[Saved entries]
※ ※ ※

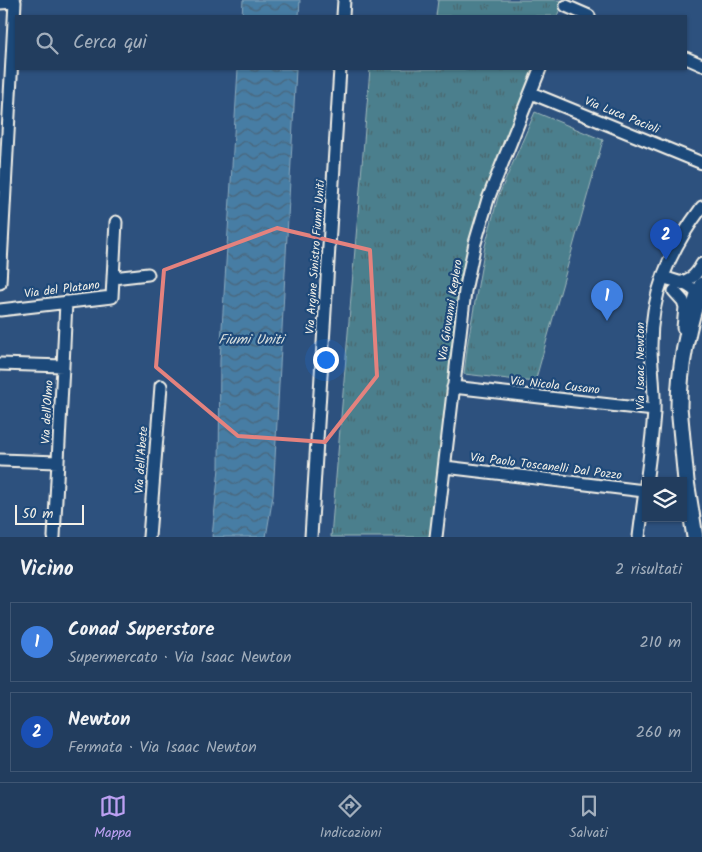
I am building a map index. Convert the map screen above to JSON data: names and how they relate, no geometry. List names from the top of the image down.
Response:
{
  "streets": {
    "street": [
      "Via Luca Pacioli",
      "Via Argine Sinistro Fiumi Uniti",
      "Via del Platano",
      "Via Giovanni Keplero",
      "Via Isaac Newton",
      "Via Nicola Cusano",
      "Via dell'Olmo",
      "Via dell'Abete",
      "Via Paolo Toscanelli Dal Pozzo"
    ]
  },
  "crossings": [
    ["Via Luca Pacioli", "Via Giovanni Keplero"],
    ["Via Giovanni Keplero", "Via Nicola Cusano"],
    ["Via Giovanni Keplero", "Via Paolo Toscanelli Dal Pozzo"],
    ["Via Isaac Newton", "Via Nicola Cusano"]
  ],
  "water": ["Fiumi Uniti"],
  "scale_bar": "50 m",
  "page": {
    "search": "Cerca qui",
    "pins": ["2", "1"],
    "scale": "50 m",
    "heading": ["Vicino", "2 risultati"],
    "list": [
      {
        "mark": "1",
        "name": "Conad Superstore",
        "note": "Supermercato · Via Isaac Newton",
        "value": "210 m"
      },
      {
        "mark": "2",
        "name": "Newton",
        "note": "Fermata · Via Isaac Newton",
        "value": "260 m"
      }
    ],
    "nav": ["Mappa", "Indicazioni", "Salvati"]
  }
}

※ ※ ※

• **INSTRUCTIONS FOR THE TASK**
When copying the records, reproduce every entry exactly and omit all pictures.

• **ANSWER TO THE PROBLEM**
I am building a map index. Convert the map screen above to JSON data: names and how they relate, no geometry. List names from the top of the image down.
Response:
{
  "streets": {
    "street": [
      "Via Luca Pacioli",
      "Via Argine Sinistro Fiumi Uniti",
      "Via del Platano",
      "Via Giovanni Keplero",
      "Via Isaac Newton",
      "Via Nicola Cusano",
      "Via dell'Olmo",
      "Via dell'Abete",
      "Via Paolo Toscanelli Dal Pozzo"
    ]
  },
  "crossings": [
    ["Via Luca Pacioli", "Via Giovanni Keplero"],
    ["Via Giovanni Keplero", "Via Nicola Cusano"],
    ["Via Giovanni Keplero", "Via Paolo Toscanelli Dal Pozzo"],
    ["Via Isaac Newton", "Via Nicola Cusano"]
  ],
  "water": ["Fiumi Uniti"],
  "scale_bar": "50 m",
  "page": {
    "search": "Cerca qui",
    "pins": ["2", "1"],
    "scale": "50 m",
    "heading": ["Vicino", "2 risultati"],
    "list": [
      {
        "mark": "1",
        "name": "Conad Superstore",
        "note": "Supermercato · Via Isaac Newton",
        "value": "210 m"
      },
      {
        "mark": "2",
        "name": "Newton",
        "note": "Fermata · Via Isaac Newton",
        "value": "260 m"
      }
    ],
    "nav": ["Mappa", "Indicazioni", "Salvati"]
  }
}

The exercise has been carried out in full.